THE PROBLEM: Make an exact copy of the records, with the images left out.

PROVIDED ENTRIES Block Start

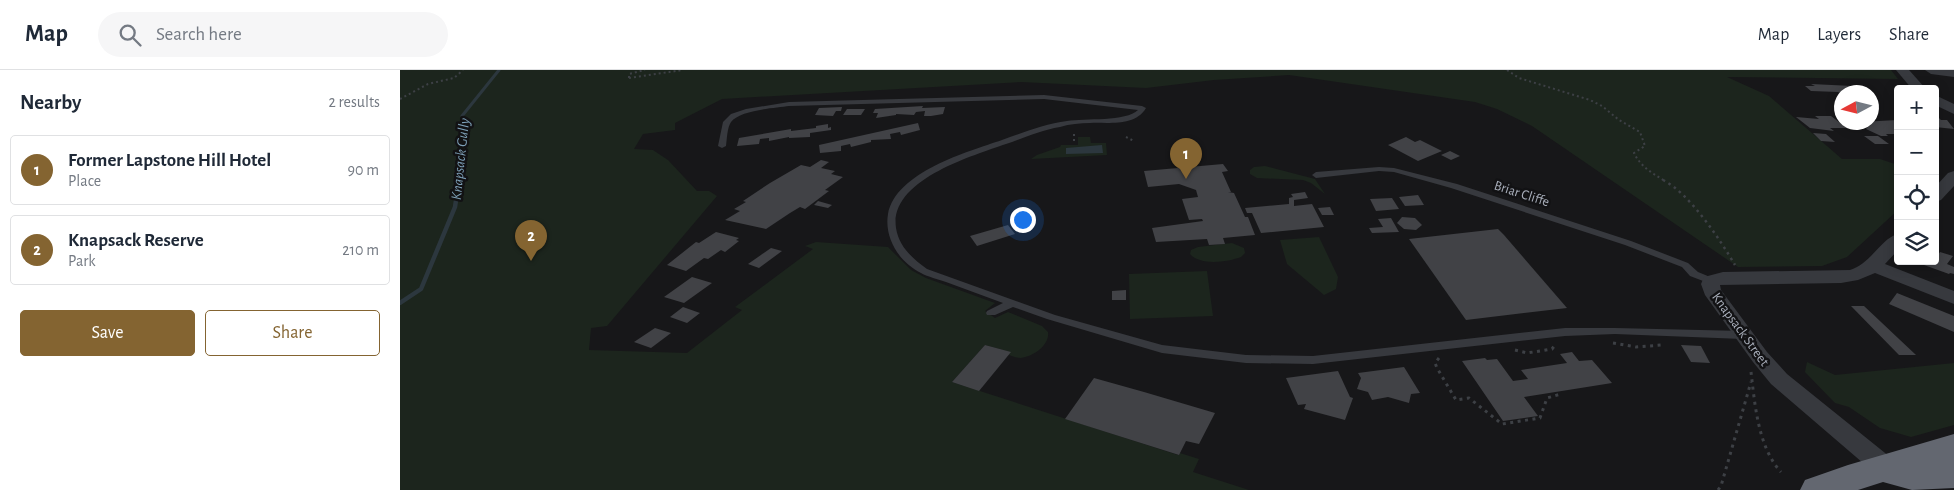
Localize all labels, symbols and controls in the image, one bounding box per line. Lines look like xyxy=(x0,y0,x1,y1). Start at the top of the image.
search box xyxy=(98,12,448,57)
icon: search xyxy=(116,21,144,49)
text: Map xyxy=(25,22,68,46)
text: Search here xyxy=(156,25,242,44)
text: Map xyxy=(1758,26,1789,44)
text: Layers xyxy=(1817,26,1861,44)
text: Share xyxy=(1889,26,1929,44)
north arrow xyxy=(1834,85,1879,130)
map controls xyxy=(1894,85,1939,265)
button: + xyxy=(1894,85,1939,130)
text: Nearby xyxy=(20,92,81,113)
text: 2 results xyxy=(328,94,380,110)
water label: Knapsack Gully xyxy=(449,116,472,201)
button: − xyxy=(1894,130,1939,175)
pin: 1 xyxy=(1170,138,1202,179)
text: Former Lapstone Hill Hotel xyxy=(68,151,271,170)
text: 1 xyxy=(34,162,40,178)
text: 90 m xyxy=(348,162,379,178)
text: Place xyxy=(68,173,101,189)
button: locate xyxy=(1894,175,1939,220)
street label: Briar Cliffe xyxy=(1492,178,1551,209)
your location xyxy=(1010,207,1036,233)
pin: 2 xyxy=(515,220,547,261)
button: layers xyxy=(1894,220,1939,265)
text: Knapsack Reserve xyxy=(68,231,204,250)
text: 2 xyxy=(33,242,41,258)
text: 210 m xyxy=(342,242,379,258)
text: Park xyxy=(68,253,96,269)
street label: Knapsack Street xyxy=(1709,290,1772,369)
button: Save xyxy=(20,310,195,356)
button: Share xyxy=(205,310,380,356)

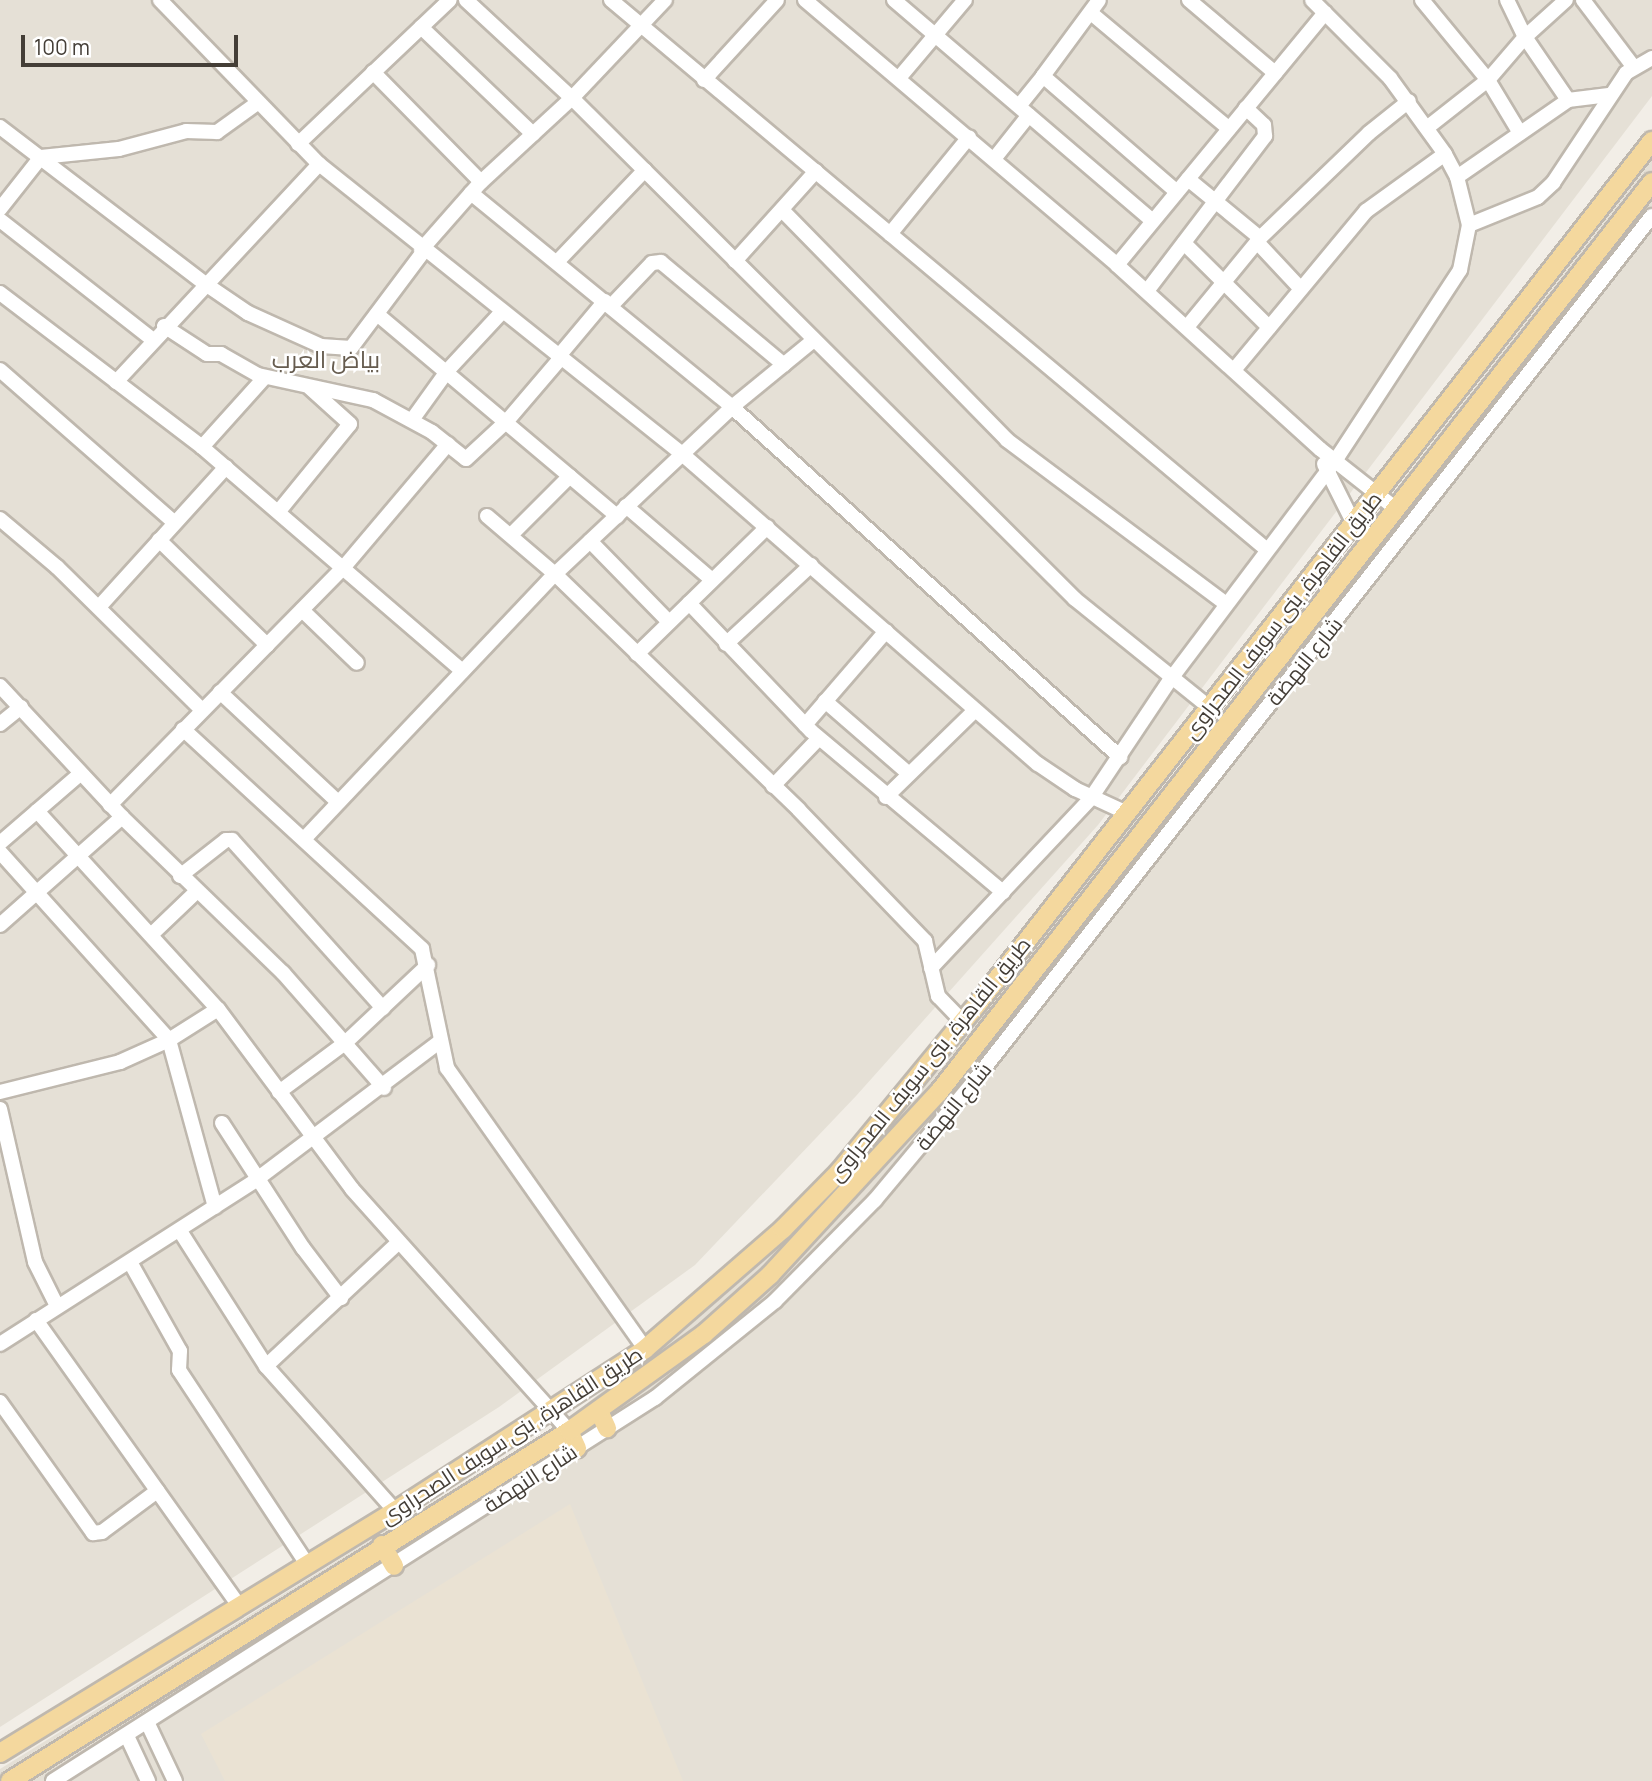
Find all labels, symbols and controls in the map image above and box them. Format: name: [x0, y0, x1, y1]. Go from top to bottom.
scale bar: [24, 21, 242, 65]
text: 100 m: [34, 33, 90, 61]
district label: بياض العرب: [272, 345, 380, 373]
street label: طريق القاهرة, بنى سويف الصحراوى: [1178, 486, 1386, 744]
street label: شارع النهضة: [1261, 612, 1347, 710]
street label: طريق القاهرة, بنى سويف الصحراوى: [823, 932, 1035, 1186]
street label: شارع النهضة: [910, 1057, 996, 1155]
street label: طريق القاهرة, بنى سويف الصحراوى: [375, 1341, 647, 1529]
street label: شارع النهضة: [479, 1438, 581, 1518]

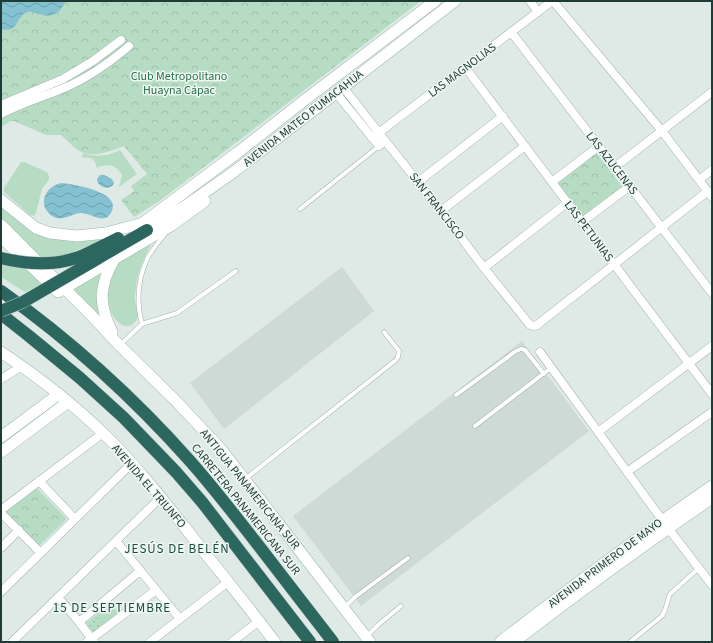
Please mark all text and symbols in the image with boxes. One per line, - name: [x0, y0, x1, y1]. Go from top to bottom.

PROVIDED ENTRIES Block End

YOUR RESPONSE:
Localize all labels, symbols and controls in the image, one bounding box per line. Lines look like xyxy=(x0,y0,x1,y1). Start at the top of the image.
search box xyxy=(98,12,448,57)
icon: search xyxy=(116,21,144,49)
text: Map xyxy=(25,22,68,46)
text: Search here xyxy=(156,25,242,44)
text: Map xyxy=(1758,26,1789,44)
text: Layers xyxy=(1817,26,1861,44)
text: Share xyxy=(1889,26,1929,44)
north arrow xyxy=(1834,85,1879,130)
map controls xyxy=(1894,85,1939,265)
button: + xyxy=(1894,85,1939,130)
text: Nearby xyxy=(20,92,81,113)
text: 2 results xyxy=(328,94,380,110)
water label: Knapsack Gully xyxy=(449,116,472,201)
button: − xyxy=(1894,130,1939,175)
pin: 1 xyxy=(1170,138,1202,179)
text: Former Lapstone Hill Hotel xyxy=(68,151,271,170)
text: 1 xyxy=(34,162,40,178)
text: 90 m xyxy=(348,162,379,178)
text: Place xyxy=(68,173,101,189)
button: locate xyxy=(1894,175,1939,220)
street label: Briar Cliffe xyxy=(1492,178,1551,209)
your location xyxy=(1010,207,1036,233)
pin: 2 xyxy=(515,220,547,261)
button: layers xyxy=(1894,220,1939,265)
text: Knapsack Reserve xyxy=(68,231,204,250)
text: 2 xyxy=(33,242,41,258)
text: 210 m xyxy=(342,242,379,258)
text: Park xyxy=(68,253,96,269)
street label: Knapsack Street xyxy=(1709,290,1772,369)
button: Save xyxy=(20,310,195,356)
button: Share xyxy=(205,310,380,356)

Find all labels, symbols and controls in the map image above and box them. Format: name: [x0, y0, x1, y1]. Go from top to bottom.
scale bar: [24, 21, 242, 65]
text: 100 m: [34, 33, 90, 61]
district label: بياض العرب: [272, 345, 380, 373]
street label: طريق القاهرة, بنى سويف الصحراوى: [1178, 486, 1386, 744]
street label: شارع النهضة: [1261, 612, 1347, 710]
street label: طريق القاهرة, بنى سويف الصحراوى: [823, 932, 1035, 1186]
street label: شارع النهضة: [910, 1057, 996, 1155]
street label: طريق القاهرة, بنى سويف الصحراوى: [375, 1341, 647, 1529]
street label: شارع النهضة: [479, 1438, 581, 1518]

Please mark all text and symbols in the image with boxes. One per line, - name: [x0, y0, x1, y1]. Go from top to bottom.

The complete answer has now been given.